A BELA ADORMECIDA - Nicéas Romeo Zanchett


A BELA ADORMECIDA 
 Adaptação: Nicéas Romeo Zanchett 

                 Havia um rei e uma rainha cujo maior sonho era ter um filho que pudesse, um dia, assumir o reinado em seu lugar. 
                  Dizia a rainha: 
                  - Ah! Deus poderia nos conceder a graça de um filho!
                  Mas o tempo passava e seu sonho parecia cada vez mais distante.
                  Um dia, estando a rainha a banhar-se num rio, saltou para junto dela uma rã que lhe disse:  
                   - Não se preocupe, minha rainha, antes de um ano verás seu desejo realizado, pois terás uma filha. 
                   Conforme predisse a rã, depois de alguns meses a rainha teve uma filha, tão linda que o rei ficou louco de alegria.

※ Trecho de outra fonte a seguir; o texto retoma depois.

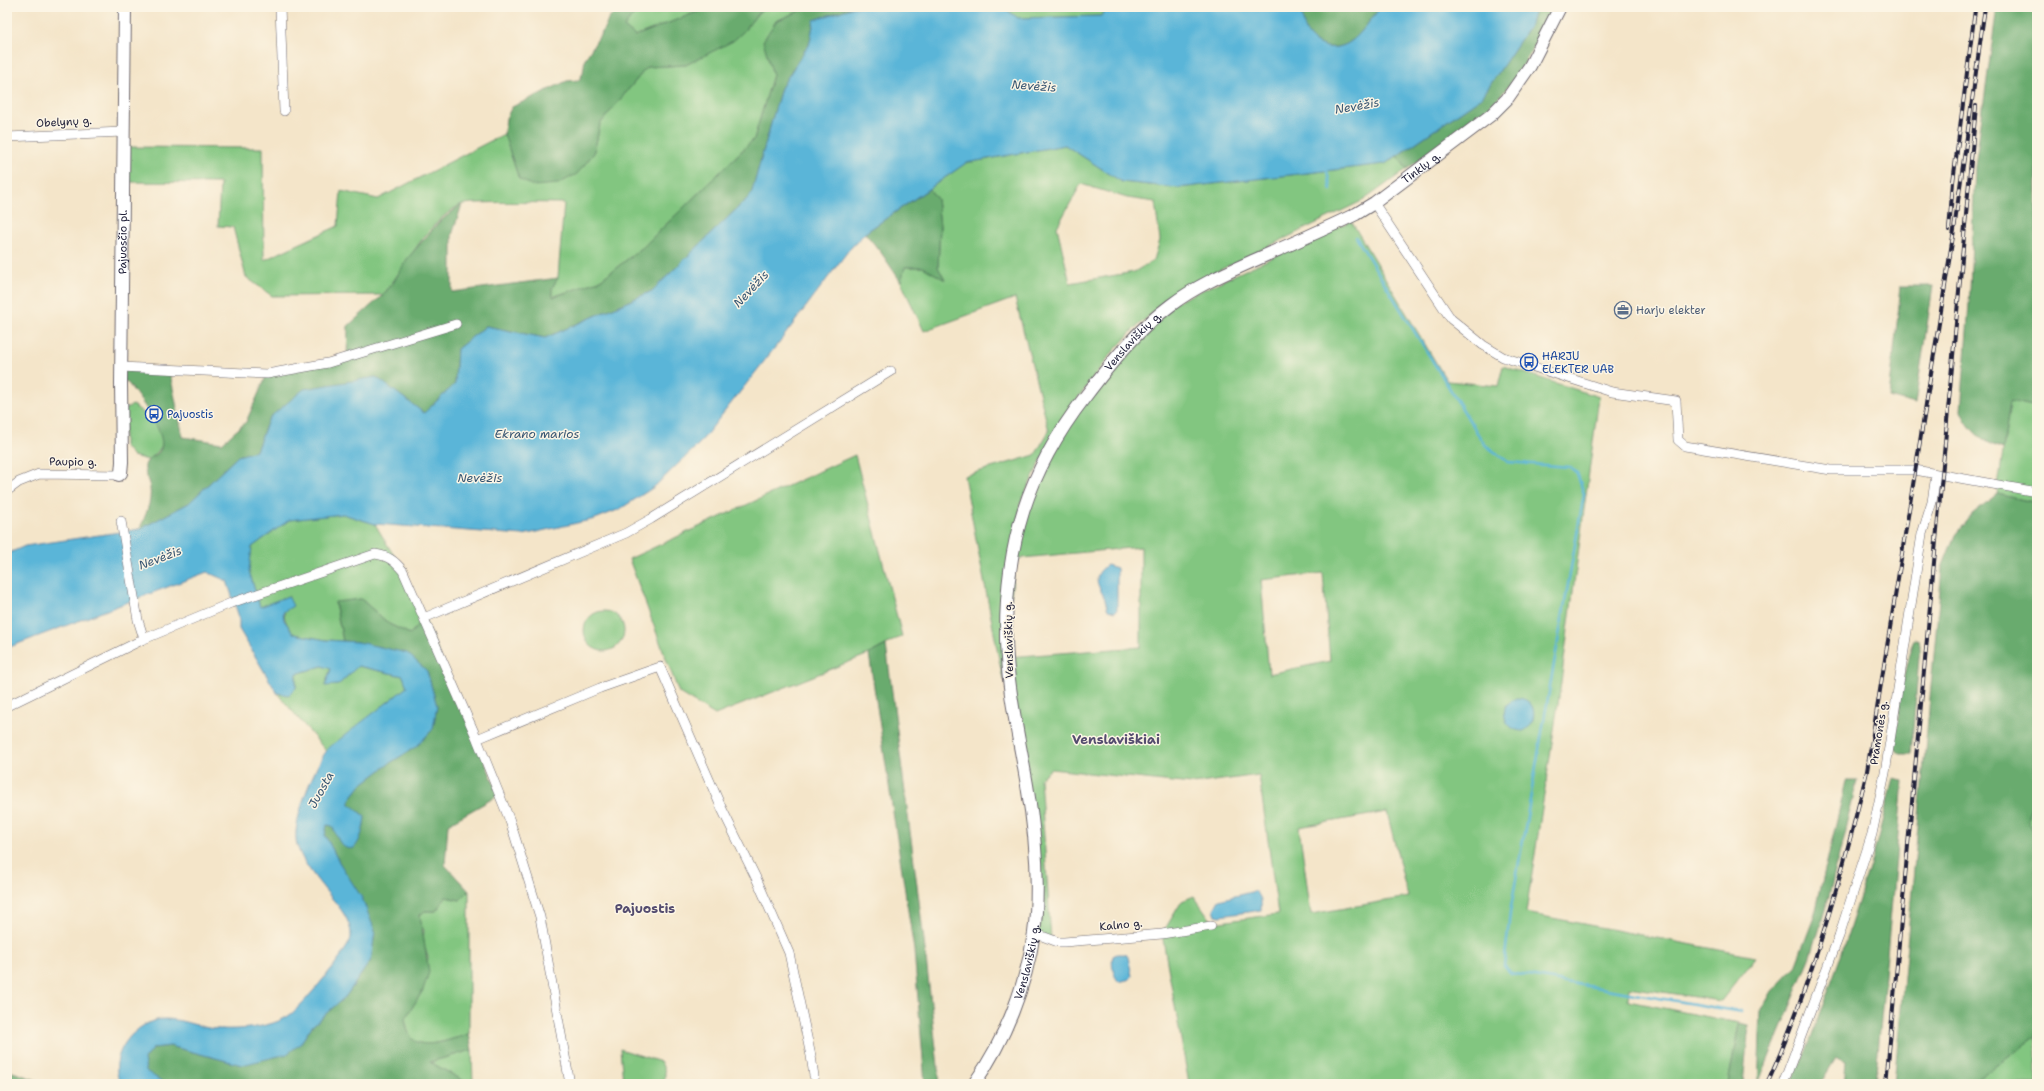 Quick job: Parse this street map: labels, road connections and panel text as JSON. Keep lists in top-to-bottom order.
{
  "streets": {
    "main road": ["Tinklų g.", "Pajuosčio pl.", "Venslaviškių g."],
    "street": [
      "Obelynų g.",
      "Paupio g.",
      "Pramonės g.",
      "Kalno g."
    ]
  },
  "crossings": [
    ["Obelynų g.", "Pajuosčio pl."],
    ["Tinklų g.", "Venslaviškių g."],
    ["Pajuosčio pl.", "Paupio g."],
    ["Venslaviškių g.", "Kalno g."]
  ],
  "districts": ["Venslaviškiai", "Pajuostis"],
  "water": ["Nevėžis", "Ekrano marios", "Juosta"],
  "places": {
    "office": ["Harju elekter"],
    "bus stop": ["HARJU ELEKTER UAB", "Pajuostis"]
  }
}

                   Para comemorar o acontecimento, o rei mandou providenciar uma grande  festa, para a qual convidou não só os parentes e amigos, mas também as fadas para que protegessem sua filha de qualquer mal. No reino havia treze  fadas, mas como só tinha doze pratos de ouro, em que pudessem comer, uma dela não pode ir à festa.  
                    O banquete transcorreu em grande pompa, e, no final, cada uma das fadas presenteou a menina com um dom milagroso; uma deu-lhe virtude, outra formosura, a terceira, riquezas, e assim por diante. Mal a décima primeira fada acabou de falar e eis que entra de repente a décima terceira, que estava muito magoada por não ter sido convidada, e sem saudar ninguém disse em voz alta: 
                   - No dia em que a princesa fizer quinze anos irá se ferir com um tear e cairá morta. 
                   E saiu da sala sem dizer mais nada. Todos os presentes ficaram assustados; mas, então, adiantou-se a decima segunda fada, que ainda não havia dado o presente que lhe correspondia, e, não podendo evitar o mal que sua companheira predissera, procurou aliviá-lo e disse:  
                   - A princesa não morrerá; apenas cairá num profundo sono, que durará um século, e, decorrido esse  tempo, despertará. 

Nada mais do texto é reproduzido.